Knowing your business’s market value is important information for any business owner, whether you plan to sell your business, are doing estate planning with your financial advisor, or are interested in obtaining a loan. While determining the value of your company is important, like most busy owners, you are probably also wondering, how long does a business valuation take? On average, it takes a professional analyst approximately 2 weeks to complete a thorough, well-supported business valuation. The specific time frame is influenced by 4 main factors.

Factor 1: Availability of Necessary Documents

One of the greatest factors impacting how long it takes to complete a valuation is how long the analyst must wait to receive the necessary documents from the business. The sooner financial documents are provided, the sooner analysts can begin the comprehensive business valuation process. For reference, the following information is needed for Viking M&A to complete a business valuation in the Southeast U.S.:

  • Past 3 years Federal Tax Returns for the company
  • Past 3 years Profit and Loss Statements (P&L), including balance sheets
  • Interim Profit and Loss Statement (P&L), including balance sheet and a year-to-date comparison for the same period last year
  • Copy of the lease or property tax bill if property is owned by the business owner

On average, assuming accurate documentation is provided, a valuation can be completed approximately 2 weeks from the receipt of these records.

Factor 2: Size and Complexity of the Business

The valuation process of a small, two or three person business is typically more straightforward than that of a multi-tiered, multi-national company. Likewise, a business with various classes of securities presents greater complexity than a simple capital structure. Both the size and complexity of a company impacts the depth of analysis required, and thus, the time required to complete the valuation.

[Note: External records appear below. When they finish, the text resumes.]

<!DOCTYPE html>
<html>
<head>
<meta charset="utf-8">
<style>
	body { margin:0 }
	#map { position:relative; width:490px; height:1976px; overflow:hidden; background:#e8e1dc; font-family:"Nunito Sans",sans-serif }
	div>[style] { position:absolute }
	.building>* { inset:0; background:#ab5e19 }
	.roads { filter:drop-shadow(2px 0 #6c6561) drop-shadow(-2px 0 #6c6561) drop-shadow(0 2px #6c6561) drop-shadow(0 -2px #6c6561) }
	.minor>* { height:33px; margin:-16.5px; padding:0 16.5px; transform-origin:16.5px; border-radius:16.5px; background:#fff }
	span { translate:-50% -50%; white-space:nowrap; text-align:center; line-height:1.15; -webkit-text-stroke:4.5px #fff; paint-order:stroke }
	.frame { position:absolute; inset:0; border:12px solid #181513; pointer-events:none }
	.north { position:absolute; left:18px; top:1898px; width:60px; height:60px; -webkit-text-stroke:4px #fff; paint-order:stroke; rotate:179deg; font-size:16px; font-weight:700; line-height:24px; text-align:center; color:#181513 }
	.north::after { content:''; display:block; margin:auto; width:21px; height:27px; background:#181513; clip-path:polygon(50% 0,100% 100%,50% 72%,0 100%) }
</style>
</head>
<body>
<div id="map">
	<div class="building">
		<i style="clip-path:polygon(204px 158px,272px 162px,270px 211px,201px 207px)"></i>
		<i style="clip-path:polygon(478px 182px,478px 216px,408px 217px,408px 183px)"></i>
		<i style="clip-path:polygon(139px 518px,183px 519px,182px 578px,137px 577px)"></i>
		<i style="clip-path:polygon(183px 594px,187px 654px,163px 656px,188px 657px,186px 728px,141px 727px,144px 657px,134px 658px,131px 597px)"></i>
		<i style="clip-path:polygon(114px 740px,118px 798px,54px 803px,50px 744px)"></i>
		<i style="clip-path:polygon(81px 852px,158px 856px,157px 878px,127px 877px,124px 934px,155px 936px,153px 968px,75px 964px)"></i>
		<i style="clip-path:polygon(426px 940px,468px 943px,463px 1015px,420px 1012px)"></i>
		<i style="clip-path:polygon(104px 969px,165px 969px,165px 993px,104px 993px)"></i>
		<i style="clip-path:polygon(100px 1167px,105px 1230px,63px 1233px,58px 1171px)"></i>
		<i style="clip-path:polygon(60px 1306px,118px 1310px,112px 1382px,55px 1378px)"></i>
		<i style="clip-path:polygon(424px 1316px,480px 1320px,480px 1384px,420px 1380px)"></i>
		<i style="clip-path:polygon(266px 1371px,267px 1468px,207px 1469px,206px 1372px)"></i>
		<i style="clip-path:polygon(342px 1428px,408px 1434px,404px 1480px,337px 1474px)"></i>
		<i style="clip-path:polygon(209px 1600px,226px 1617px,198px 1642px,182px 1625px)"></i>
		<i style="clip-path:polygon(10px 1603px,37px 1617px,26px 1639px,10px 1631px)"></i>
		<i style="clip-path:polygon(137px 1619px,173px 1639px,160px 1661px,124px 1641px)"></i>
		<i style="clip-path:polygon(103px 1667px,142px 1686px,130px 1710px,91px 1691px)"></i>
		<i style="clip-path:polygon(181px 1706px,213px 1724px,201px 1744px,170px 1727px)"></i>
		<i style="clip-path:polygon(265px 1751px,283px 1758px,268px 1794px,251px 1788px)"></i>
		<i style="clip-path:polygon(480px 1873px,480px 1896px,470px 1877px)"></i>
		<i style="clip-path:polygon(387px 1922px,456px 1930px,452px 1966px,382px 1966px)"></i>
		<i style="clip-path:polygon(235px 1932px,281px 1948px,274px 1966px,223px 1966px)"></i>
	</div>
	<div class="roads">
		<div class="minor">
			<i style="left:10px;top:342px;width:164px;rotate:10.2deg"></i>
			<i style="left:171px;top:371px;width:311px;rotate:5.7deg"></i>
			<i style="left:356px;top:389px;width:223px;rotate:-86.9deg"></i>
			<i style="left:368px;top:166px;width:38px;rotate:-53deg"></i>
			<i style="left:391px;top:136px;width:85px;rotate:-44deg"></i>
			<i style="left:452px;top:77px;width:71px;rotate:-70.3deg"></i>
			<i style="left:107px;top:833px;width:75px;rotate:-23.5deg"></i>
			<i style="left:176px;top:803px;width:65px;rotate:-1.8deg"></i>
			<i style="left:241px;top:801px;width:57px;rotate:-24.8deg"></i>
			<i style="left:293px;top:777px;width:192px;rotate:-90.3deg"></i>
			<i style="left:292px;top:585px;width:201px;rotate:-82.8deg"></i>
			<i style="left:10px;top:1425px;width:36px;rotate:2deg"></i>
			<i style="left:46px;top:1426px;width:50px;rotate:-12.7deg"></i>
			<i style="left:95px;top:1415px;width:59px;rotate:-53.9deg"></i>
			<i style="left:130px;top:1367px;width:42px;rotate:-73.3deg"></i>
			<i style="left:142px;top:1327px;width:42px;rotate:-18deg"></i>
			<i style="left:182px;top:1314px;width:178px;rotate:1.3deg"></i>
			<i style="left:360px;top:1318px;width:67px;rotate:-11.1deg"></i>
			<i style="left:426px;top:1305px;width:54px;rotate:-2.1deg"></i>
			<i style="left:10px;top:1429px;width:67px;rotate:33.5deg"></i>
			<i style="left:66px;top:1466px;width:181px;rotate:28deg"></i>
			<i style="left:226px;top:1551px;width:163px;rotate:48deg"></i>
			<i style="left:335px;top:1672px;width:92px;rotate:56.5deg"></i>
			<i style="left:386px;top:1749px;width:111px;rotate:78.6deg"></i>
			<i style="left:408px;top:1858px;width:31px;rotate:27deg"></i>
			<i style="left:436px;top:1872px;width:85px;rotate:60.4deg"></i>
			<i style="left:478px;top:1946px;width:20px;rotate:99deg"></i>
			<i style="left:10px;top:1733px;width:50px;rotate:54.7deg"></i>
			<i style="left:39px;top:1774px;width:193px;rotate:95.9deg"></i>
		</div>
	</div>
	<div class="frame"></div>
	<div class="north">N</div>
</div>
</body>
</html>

Factor 3: Accessibility and Autonomy of the Owner

When an analyst receives prompt responses to requests for information from a business owner, that analyst can work through the valuation process much more efficiently than one having difficulty with owner accessibility and responsiveness. Another related influence is the presence (or lack) of advisors involved in the business owner’s compliance with the analyst. For example, if the owner must consult with a board of directors, trustees, or executors before releasing any company details, the process can move quite slowly. 

Factor 4: Scope of Adjustments Needed

Inconsistent financial reports and adjustable expenses (discretionary, atypical, non-recurring, or non-operating) require investigation and alignment before an accurate valuation can be determined. A greater scope of adjustments results in a longer valuation timeline.

So, how long does a business valuation take? The business (and its owner) can clearly influence the timeline. It is critical to choose a firm that will take the time required to understand the business and analyze the financial data. Viking Mergers & Acquisitions creates an accurate and comprehensive business appraisal document that will stand up to scrutiny.